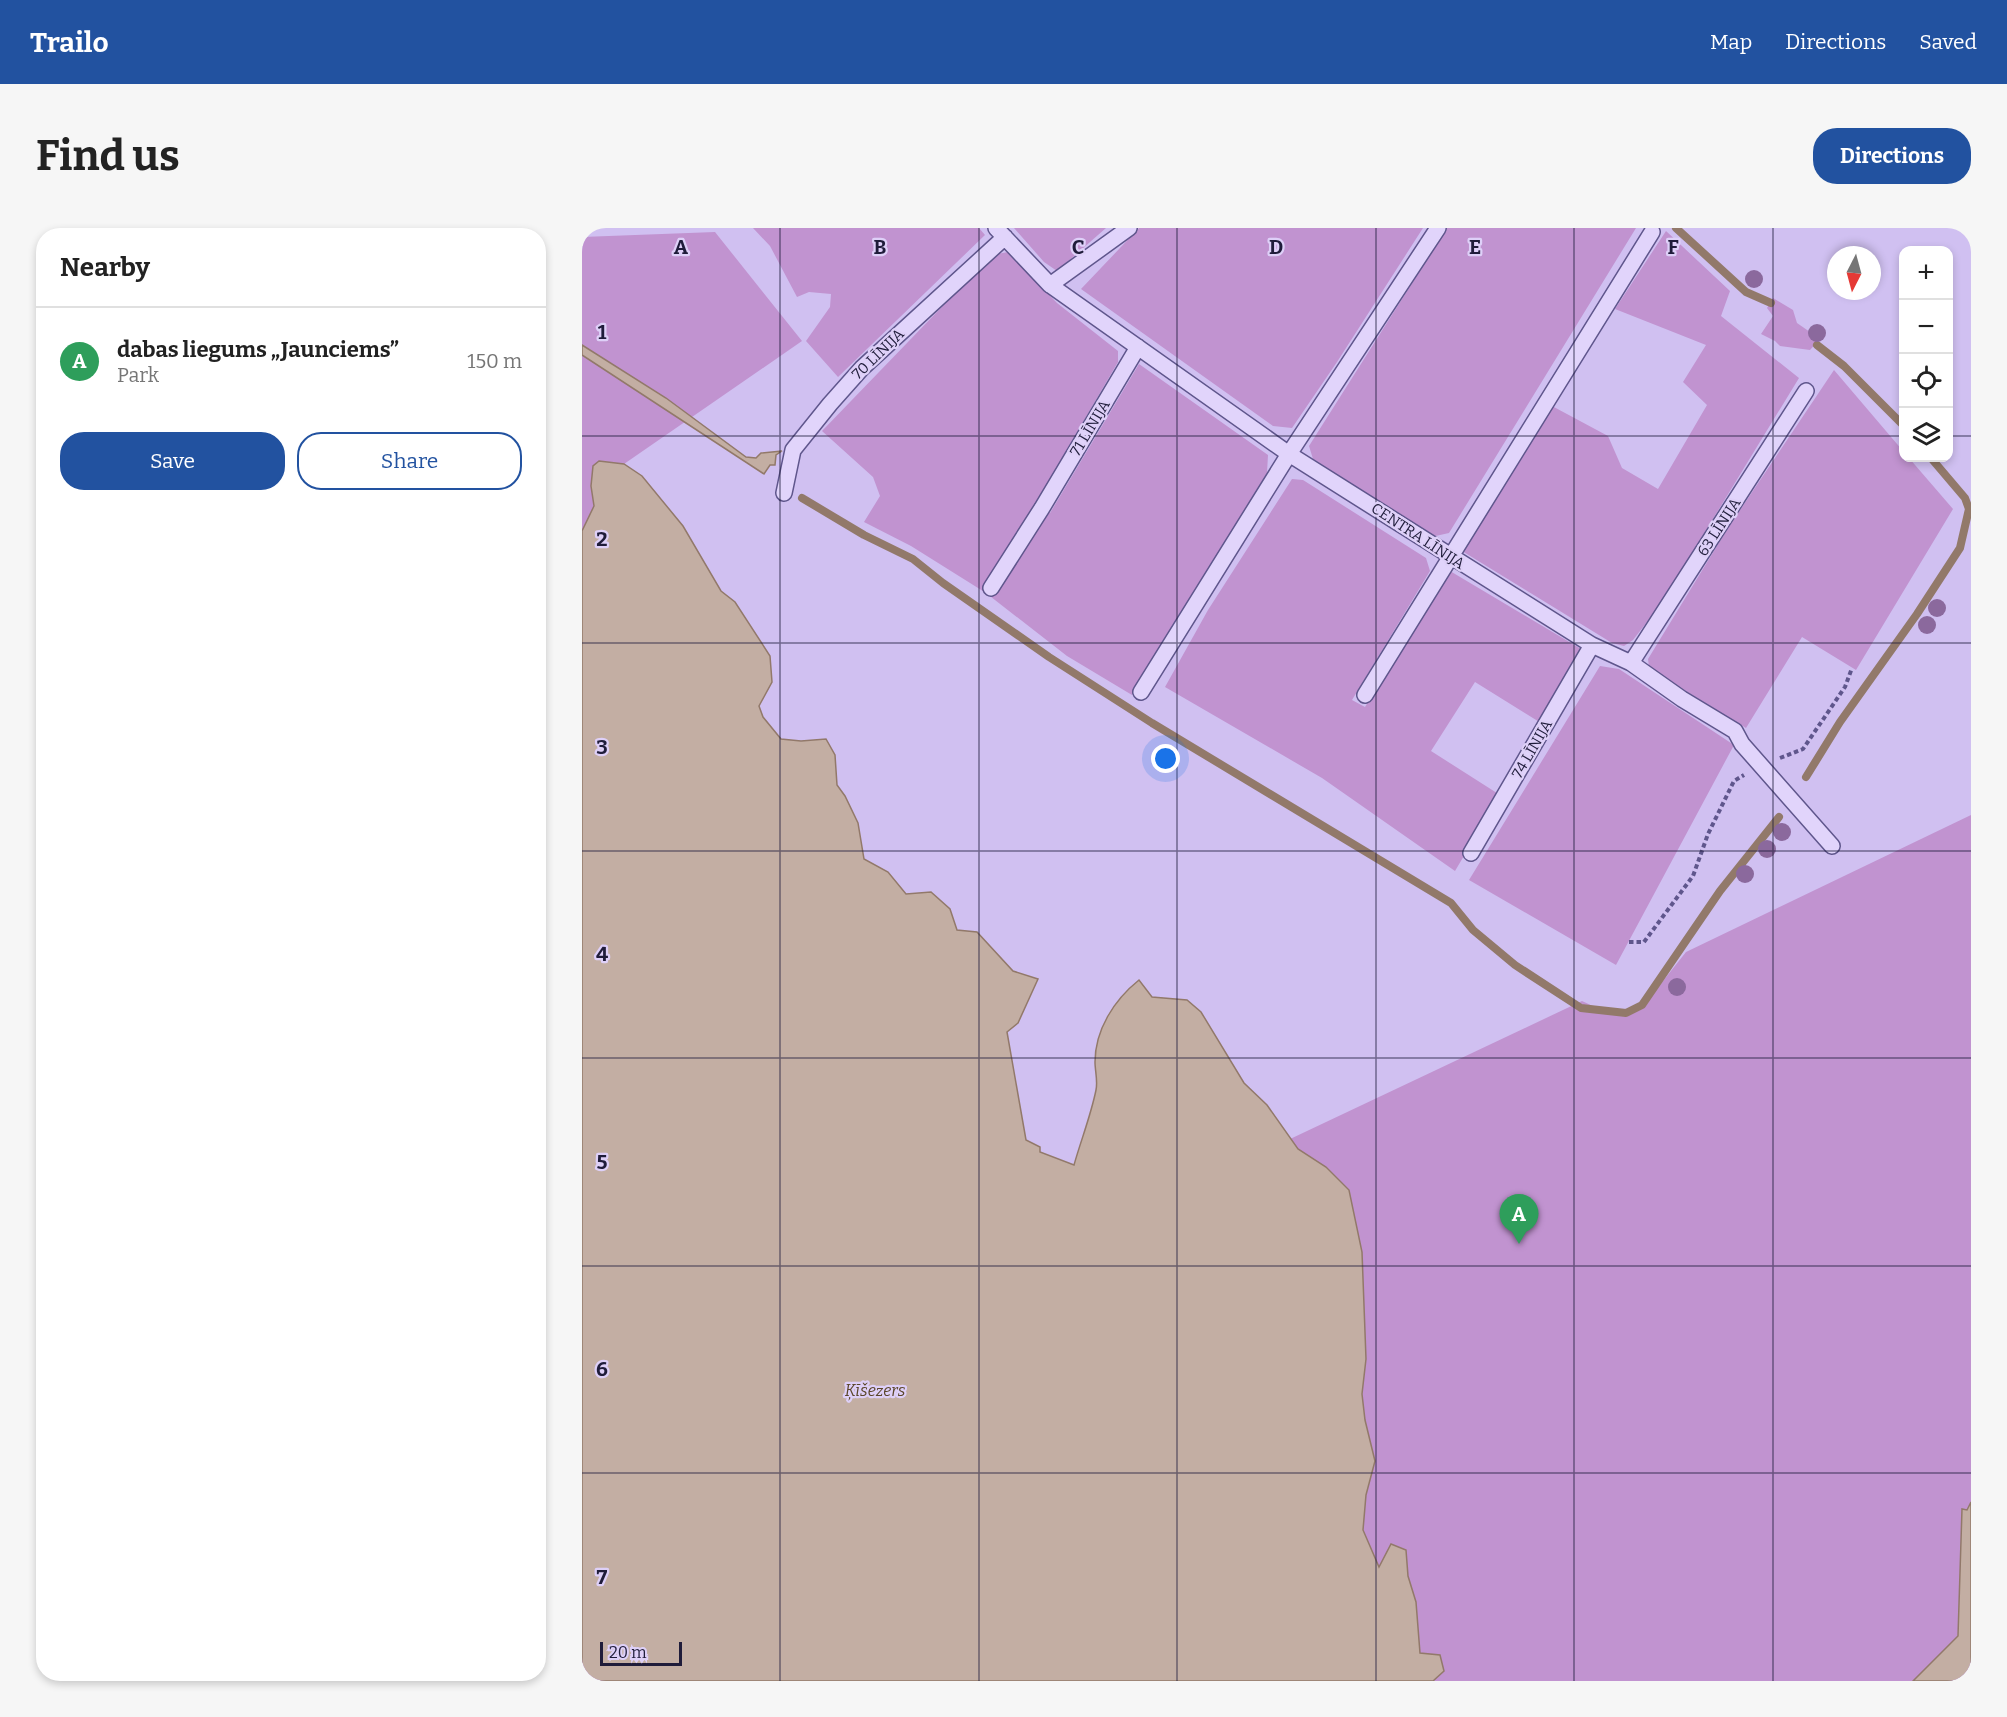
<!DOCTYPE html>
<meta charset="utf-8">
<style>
body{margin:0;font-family:Bitter,serif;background:#f6f6f6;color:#222}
.controls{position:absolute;right:18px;top:18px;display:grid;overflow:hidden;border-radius:12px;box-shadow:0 3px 9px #0003}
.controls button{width:54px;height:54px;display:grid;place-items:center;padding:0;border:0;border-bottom:2px solid #e0e0e0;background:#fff;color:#222;font:30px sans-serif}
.compass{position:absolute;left:1245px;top:18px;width:54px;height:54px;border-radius:50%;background:#fff;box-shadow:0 3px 9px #0003;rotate:186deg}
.scale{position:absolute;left:18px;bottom:15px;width:82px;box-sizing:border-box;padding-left:6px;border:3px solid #1f1c3a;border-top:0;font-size:16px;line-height:21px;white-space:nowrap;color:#1f1c3a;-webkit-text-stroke:4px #ded0f8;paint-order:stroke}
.you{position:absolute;left:584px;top:531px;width:21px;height:21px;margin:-15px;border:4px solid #fff;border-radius:50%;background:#1a73e8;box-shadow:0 0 0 9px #1a73e833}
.badge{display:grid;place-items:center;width:39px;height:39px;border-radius:50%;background:#2252a0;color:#fff;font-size:20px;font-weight:700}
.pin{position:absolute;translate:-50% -50px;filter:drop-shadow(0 2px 3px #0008)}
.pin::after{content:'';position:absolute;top:32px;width:21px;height:18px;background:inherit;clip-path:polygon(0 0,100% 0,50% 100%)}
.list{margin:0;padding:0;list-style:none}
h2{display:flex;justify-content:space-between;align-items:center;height:78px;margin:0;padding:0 24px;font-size:26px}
h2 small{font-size:20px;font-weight:400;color:#767676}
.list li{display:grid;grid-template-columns:39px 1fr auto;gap:18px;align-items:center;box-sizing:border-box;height:108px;padding:0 24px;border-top:2px solid #e0e0e0}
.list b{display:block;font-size:22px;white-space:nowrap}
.list p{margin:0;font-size:20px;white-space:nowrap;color:#767676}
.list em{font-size:20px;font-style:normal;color:#767676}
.actions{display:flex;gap:12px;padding:18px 24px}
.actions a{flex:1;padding:14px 0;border:2px solid #2252a0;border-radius:24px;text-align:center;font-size:21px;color:#2252a0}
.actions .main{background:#2252a0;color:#fff}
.icon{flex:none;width:33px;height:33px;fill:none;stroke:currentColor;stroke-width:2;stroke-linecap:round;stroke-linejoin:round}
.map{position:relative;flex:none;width:1389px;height:1453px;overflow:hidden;border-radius:24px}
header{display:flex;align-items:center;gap:36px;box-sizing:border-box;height:84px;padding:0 30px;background:#2252a0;color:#fff}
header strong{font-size:28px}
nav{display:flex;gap:33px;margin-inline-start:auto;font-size:21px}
.intro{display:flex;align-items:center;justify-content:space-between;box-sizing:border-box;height:144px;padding:0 36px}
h1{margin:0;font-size:42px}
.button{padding:15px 27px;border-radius:24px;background:#2252a0;color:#fff;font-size:21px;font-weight:700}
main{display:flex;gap:36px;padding:0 36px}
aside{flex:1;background:#fff;border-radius:24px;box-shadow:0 3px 9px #0003}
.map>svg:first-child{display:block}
</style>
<header>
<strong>Trailo</strong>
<nav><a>Map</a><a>Directions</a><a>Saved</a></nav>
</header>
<div class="intro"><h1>Find us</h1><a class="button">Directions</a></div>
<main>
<aside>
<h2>Nearby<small></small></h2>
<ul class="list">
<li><span class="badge" style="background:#2e9e5b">A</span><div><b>dabas liegums „Jaunciems”</b><p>Park</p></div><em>150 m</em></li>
</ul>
<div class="actions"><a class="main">Save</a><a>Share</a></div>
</aside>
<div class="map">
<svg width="1389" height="1453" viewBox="0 0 1389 1453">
<rect width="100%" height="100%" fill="#d0c0f1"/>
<path fill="#c193d0" d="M171 0H397L403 7 256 149 224 113 248 79 249 66 227 64 215 69 188 18Z
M432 0H524L475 43 462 34Z
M557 0H841L755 134 710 200 691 198 499 61Z
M865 0H1054L867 305 849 309 731 231 727 218Z
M1084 3 1148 63 1139 88 1217 150 1079 376 1051 412 1042 418 1030 415 880 323 970 178 1026 208 1040 240 1076 261 1125 177 1101 154 1124 117 1033 81Z
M133 4 220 113 42 236 17 233 9 258 12 278 0 303V9Z
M426 24 475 75 536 123V134L454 275 468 285 557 136 686 227 685 245 550 467 485 428 404 365 329 318 282 294 298 268 291 249 240 203 410 27Z
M1191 70 1211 82 1215 95 1238 111 1228 122 1198 118 1193 113 1179 106 1191 88 1185 80Z
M1252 142 1321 223 1322 230H1327L1371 281 1274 442 1220 409 1164 500 1074 445 1067 439 1066 431 1146 300Z
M710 251 721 252 844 330 848 343 770 472 783 479 868 343 999 421 997 435 959 495 893 454 849 523 918 567 873 643 740 550 583 459 626 382Z
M1018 438 1037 441 1152 517 1034 737 887 652Z
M1389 587V1453H0V1246L1000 773 1030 787 1058 782 1104 724Z"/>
<path fill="#c3aea3" stroke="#92796a" stroke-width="1.5" d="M0 117 84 170 164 229 174 230 179 225 200 223 194 227 193 237H188L182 246 0 127Z
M17 233 42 236 60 248 101 298 139 363 153 374 188 428 190 454 177 478 181 489 199 511 219 513 244 511 253 527 255 557 263 568 276 595 282 631 306 644 324 666 349 664 368 681 375 702 395 704 431 743 456 751 436 795 425 804 444 912 458 919V924L492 937C499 912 509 887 514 862 516 853 513 843 513 834 513 802 532 772 557 752L570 769 605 772 619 784 662 855 685 877 716 921 744 939 767 962 780 1024 784 1131 780 1166 783 1192 793 1233 784 1267 781 1302 797 1339 809 1316 824 1322 826 1348 834 1374 838 1425 858 1427 862 1443 851 1453H0V303L12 278 9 258 11 238Z
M1389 1274V1453H1331L1376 1408 1380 1281 1385 1282Z"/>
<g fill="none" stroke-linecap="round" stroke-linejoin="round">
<path stroke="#92796a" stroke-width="8" d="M1094 0 1164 64 1189 75
M1235 117 1262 138 1322 198
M220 270 282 307 331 331 361 355 467 429 570 495 869 675 891 702 933 737 999 780 1044 785 1060 777 1138 663 1197 589
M1224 549 1258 494 1335 386 1378 320 1387 281 1383 270 1349 230"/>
<g stroke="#5f568c" stroke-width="18">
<path id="service" d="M414 0 468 57 707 226 1010 417 1049 435 1100 471 1153 503 1160 516 1250 618
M468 57 547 0
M202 265 211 222 248 176 280 140 423 9
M409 360 460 280 556 119
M1049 435 1224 163
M559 464 707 226 856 0
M783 467 1070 4
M889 625 1010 417"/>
</g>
<path stroke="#5f568c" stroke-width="4" stroke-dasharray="4.5 3" stroke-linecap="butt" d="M1198 530 1221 521 1263 459 1270 440
M1047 714H1062L1111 648 1126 606 1152 553 1162 547"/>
<use href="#service" stroke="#e1d4fb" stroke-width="15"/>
</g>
<g fill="#8b699d">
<circle cx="1172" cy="51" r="9"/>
<circle cx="1235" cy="105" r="9"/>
<circle cx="1355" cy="380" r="9"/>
<circle cx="1345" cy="397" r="9"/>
<circle cx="1200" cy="604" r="9"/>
<circle cx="1185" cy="621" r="9"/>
<circle cx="1163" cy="646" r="9"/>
<circle cx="1095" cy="759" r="9"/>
</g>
<path fill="none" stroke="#1f1c3a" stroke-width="1.5" stroke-opacity="0.55" d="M198 0V1453M397 0V1453M595 0V1453M794 0V1453M992 0V1453M1191 0V1453M0 208H1322M1366 208H1389M0 415H1389M0 623H1389M0 830H1389M0 1038H1389M0 1245H1389"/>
<g text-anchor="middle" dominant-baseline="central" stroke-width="4.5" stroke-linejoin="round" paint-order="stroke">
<g font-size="15" fill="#1f1c3a" stroke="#ded0f8">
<text transform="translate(296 126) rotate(-44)">70 LĪNIJA</text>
<text transform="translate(508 200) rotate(-59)">71 LĪNIJA</text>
<text transform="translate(1137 299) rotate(-57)">63 LĪNIJA</text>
<text transform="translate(836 308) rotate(33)">CENTRA LĪNIJA</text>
<text transform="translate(950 521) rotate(-60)">74 LĪNIJA</text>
</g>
<g font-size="16" font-style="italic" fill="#5b462a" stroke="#ded0f8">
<text x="293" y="1162">Ķīšezers</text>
</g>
</g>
<g font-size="20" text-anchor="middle" font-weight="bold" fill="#1f1c3a" stroke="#ded0f8" stroke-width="4.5" stroke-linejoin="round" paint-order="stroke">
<text x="99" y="26">A</text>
<text x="298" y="26">B</text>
<text x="496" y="26">C</text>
<text x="694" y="26">D</text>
<text x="893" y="26">E</text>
<text x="1091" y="26">F</text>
<text x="20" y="111">1</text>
<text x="20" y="318">2</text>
<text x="20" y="526">3</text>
<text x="20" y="733">4</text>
<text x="20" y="941">5</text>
<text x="20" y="1148">6</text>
<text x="20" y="1356">7</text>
</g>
</svg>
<div class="controls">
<button>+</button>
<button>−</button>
<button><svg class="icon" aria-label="locate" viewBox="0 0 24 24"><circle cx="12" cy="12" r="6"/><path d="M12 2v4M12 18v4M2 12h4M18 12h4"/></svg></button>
<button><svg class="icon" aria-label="layers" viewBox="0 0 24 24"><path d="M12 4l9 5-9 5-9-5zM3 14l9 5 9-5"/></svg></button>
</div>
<svg class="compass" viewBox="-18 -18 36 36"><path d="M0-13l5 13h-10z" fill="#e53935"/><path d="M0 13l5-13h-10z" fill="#767676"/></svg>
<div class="scale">20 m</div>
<div class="you"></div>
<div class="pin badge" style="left:937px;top:1016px;background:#2e9e5b">A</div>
</div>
</main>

**Exercise brief**
Copy every line that contains "nowrap" from the listing above.

**Solved problem**
.scale{position:absolute;left:18px;bottom:15px;width:82px;box-sizing:border-box;padding-left:6px;border:3px solid #1f1c3a;border-top:0;font-size:16px;line-height:21px;white-space:nowrap;color:#1f1c3a;-webkit-text-stroke:4px #ded0f8;paint-order:stroke}
.list b{display:block;font-size:22px;white-space:nowrap}
.list p{margin:0;font-size:20px;white-space:nowrap;color:#767676}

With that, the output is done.